WHAT THE EXERCISE ASKS: Copy each line containing the word "setLineDash" from the records that follow, please.

RECORDED DATA:

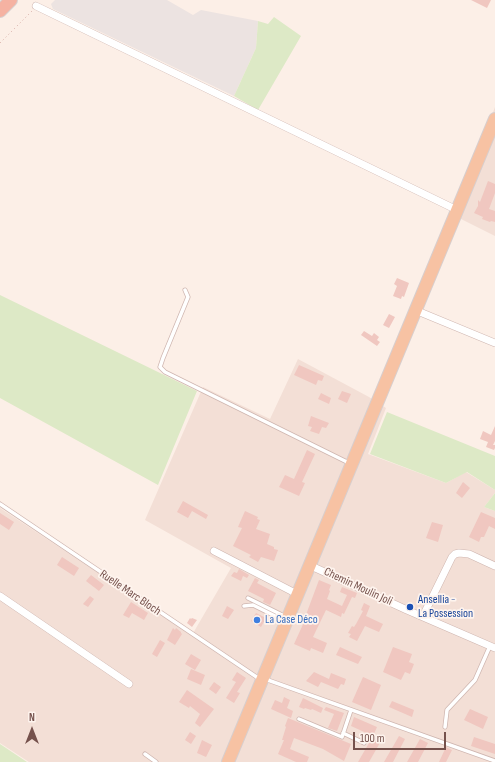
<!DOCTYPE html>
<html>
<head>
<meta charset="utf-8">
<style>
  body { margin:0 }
  #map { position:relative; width:495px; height:762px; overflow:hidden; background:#fcefe7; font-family:"Sofia Sans Condensed",sans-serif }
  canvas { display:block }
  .north { position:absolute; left:12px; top:710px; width:40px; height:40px; -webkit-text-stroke:3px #fef4ee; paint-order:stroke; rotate:0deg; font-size:11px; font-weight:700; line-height:16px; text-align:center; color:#75514c }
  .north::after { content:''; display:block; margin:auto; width:14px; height:18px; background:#75514c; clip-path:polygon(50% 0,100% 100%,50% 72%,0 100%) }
  .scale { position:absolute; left:353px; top:732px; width:93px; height:18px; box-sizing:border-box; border:2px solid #75514c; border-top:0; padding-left:5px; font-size:12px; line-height:14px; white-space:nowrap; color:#75514c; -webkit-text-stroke:3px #fef4ee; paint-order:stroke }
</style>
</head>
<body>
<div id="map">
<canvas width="495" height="762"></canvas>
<div class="north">N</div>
<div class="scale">100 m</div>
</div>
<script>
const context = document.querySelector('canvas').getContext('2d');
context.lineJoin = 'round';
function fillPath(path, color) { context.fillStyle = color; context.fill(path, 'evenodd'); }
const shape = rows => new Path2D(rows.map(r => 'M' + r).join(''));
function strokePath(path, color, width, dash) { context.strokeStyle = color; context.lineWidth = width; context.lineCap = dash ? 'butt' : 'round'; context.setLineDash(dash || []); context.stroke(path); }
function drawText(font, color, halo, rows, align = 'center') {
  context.font = font + ' "Sofia Sans Condensed",sans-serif'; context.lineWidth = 3.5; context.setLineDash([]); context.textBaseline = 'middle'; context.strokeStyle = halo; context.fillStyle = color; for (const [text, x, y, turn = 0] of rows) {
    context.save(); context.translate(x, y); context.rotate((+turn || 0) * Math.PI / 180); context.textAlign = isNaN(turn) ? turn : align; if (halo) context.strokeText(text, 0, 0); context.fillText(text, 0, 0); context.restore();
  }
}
const residential = shape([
  [495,107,495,236,451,214,487,128],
  [298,359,369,397,386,408,368,454,446,483,466,472,495,490,495,493,484,507,495,511,495,762,29,762,0,743,0,508,192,635,231,568,145,520,203,387,270,419]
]);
const industrial = shape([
  [55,0,167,0,193,15,201,10,258,21,256,48,234,96,53,9,51,4]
]);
const green = shape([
  [274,17,301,36,258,110,234,96,256,48,258,21,268,24],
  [0,295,197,391,158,485,0,398],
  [387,412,495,456,495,490,467,472,446,483,370,454],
  [495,493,495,511,484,507],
  [0,744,27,762,0,762]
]);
const building = shape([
  [471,0,491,0,487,8],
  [488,181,495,184,495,193,489,209,495,211,495,222,491,221,490,222,482,219,483,217,474,213,478,206,478,200,480,202],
  [397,278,409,283,404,297,402,296,401,299,393,296,397,286,394,284],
  [389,314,395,317,389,328,383,325],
  [364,331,372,336,374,333,379,337,377,340,380,342,377,346,361,335],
  [299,365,324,376,322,381,318,380,316,385,294,375],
  [342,391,351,394,347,403,338,399],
  [321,393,331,398,329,404,318,399],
  [311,416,329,423,326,428,322,427,319,434,310,431,312,427,308,426],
  [495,426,495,441,493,445,495,445,495,448,494,450,486,447,488,442,480,439,483,431,491,435],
  [307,450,315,454,302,482,305,483,299,496,279,487,285,475,294,479],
  [463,482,470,488,462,498,456,493],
  [183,501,208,515,206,519,192,511,188,518,177,512],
  [245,511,258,517,257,519,260,520,256,529,270,534,267,544,274,547,274,549,278,550,274,561,261,557,258,562,249,557,251,555,233,546,242,528,238,527],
  [481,512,495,518,495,529,489,526,484,537,481,537,479,542,469,537],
  [0,513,14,522,9,530,0,524],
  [432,522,443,525,438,542,426,538],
  [62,557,79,568,74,576,57,565],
  [239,569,249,575,247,578,243,576,241,581,231,576,234,572,237,573],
  [91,575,104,585,99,591,86,581],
  [255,578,259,580,257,583,276,593,270,605,263,602,264,599,248,591],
  [319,580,331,585,329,590,330,591,327,599,342,606,347,595,340,592,342,587,357,593,355,598,352,597,344,614,342,613,341,617,326,610,313,637,327,643,323,653,311,648,310,651,294,644,305,620,304,620],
  [90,596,94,599,88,607,83,604],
  [131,602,148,613,144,620,132,613,129,618,123,615],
  [364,603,370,606,366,616,383,624,379,632,365,626,357,641,349,637,351,634,348,633,352,626,354,627,356,624,363,611,361,610],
  [227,606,234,610,228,619,222,616],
  [256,613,266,618,261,627,251,621],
  [190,618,191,619,192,618,197,620,192,627,187,623],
  [173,628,175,630,176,628,181,632,181,633,182,634,175,645,167,640],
  [160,640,165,643,157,657,152,654],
  [340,647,362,657,358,664,336,655],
  [393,647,412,654,409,662,414,664,410,674,405,672,401,680,383,672],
  [191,654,201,660,195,670,185,664],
  [191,669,205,675,201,685,187,679],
  [237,672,246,678,237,692,240,693,234,703,226,698,236,682,232,680],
  [314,672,329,679,331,673,346,679,344,685,341,684,338,689,321,682,318,687,306,681],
  [363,677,381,685,371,710,352,702],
  [214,682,221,687,216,694,209,689],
  [187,690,214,709,200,727,195,723,200,714,190,706,189,708,179,702],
  [284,697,290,700,287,708,293,711,291,718,271,709,275,700,282,703],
  [303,698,323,708,321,713,312,709,311,710,305,708,304,709,299,707],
  [392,701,414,710,412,717,389,707],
  [326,707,344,713,337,731,328,728,334,714,324,710],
  [470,709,488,717,483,729,464,720],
  [354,717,377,727,373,736,351,726],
  [288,718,351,744,344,761,323,749,294,738,290,749,309,757,307,762,296,762,278,754,284,740,282,740,286,727,285,726],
  [190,732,196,736,191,744,185,740],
  [373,736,381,741,369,762,358,762],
  [399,736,405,739,393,762,384,762],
  [474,737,495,744,495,754,471,746],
  [420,739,428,743,418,762,407,762],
  [202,740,212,745,206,757,197,753],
  [446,747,452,750,446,762,439,762]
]);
const path = shape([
  [0,43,32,11]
]);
const service = shape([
  [185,290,188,297,163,358,160,367,165,372,351,464],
  [0,504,261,680],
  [248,598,286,617],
  [244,606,253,605,285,621],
  [265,679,495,761],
  [299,719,342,737,351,710],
  [445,727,447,710,475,680,490,646],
  [343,733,364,743],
  [145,754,156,762]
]);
const minor = shape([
  [36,6,457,210],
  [415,310,495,343],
  [214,551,297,594],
  [309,565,407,610,495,648],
  [0,596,129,684],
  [423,616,452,557,455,554,459,553,469,554,495,566]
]);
const primary = shape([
  [228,762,495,119]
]);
const trunk = shape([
  [0,11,11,0]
]);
const markers = [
  [410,607,4,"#1a4fb4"],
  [257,620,4,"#3f7fe0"]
];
const streetNames = [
  ["Chemin Moulin Joli",358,587,25],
  ["Ruelle Marc Bloch",130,593,34]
];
const transitNames = [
  ["Ansellia -",418,600],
  ["La Possession",418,614]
];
const shopNames = [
  ["La Case Déco",265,620]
];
fillPath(residential, '#f3dfd6');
fillPath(industrial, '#ece3e1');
fillPath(green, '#dde9c6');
fillPath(building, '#f0c7c0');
strokePath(service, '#cfb6b0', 5);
strokePath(minor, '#cfb6b0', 8);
strokePath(primary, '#d8cecd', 14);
strokePath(trunk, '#d8cecd', 14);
strokePath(path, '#d5aaa3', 1, [1, 3]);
strokePath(service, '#fff', 3.5);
strokePath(minor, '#fff', 7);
strokePath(primary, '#f7c2a3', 12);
strokePath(trunk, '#f5b2a2', 12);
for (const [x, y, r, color] of markers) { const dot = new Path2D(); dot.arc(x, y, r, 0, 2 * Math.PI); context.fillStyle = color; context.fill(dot); strokePath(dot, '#fef4ee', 1.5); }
drawText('12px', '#75514c', '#fef4ee', streetNames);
drawText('12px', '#164399', '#fef4ee', transitNames, 'left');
drawText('12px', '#366cbe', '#fef4ee', shopNames, 'left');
</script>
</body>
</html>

TASK ANSWER:
function strokePath(path, color, width, dash) { context.strokeStyle = color; context.lineWidth = width; context.lineCap = dash ? 'butt' : 'round'; context.setLineDash(dash || []); context.stroke(path); }
  context.font = font + ' "Sofia Sans Condensed",sans-serif'; context.lineWidth = 3.5; context.setLineDash([]); context.textBaseline = 'middle'; context.strokeStyle = halo; context.fillStyle = color; for (const [text, x, y, turn = 0] of rows) {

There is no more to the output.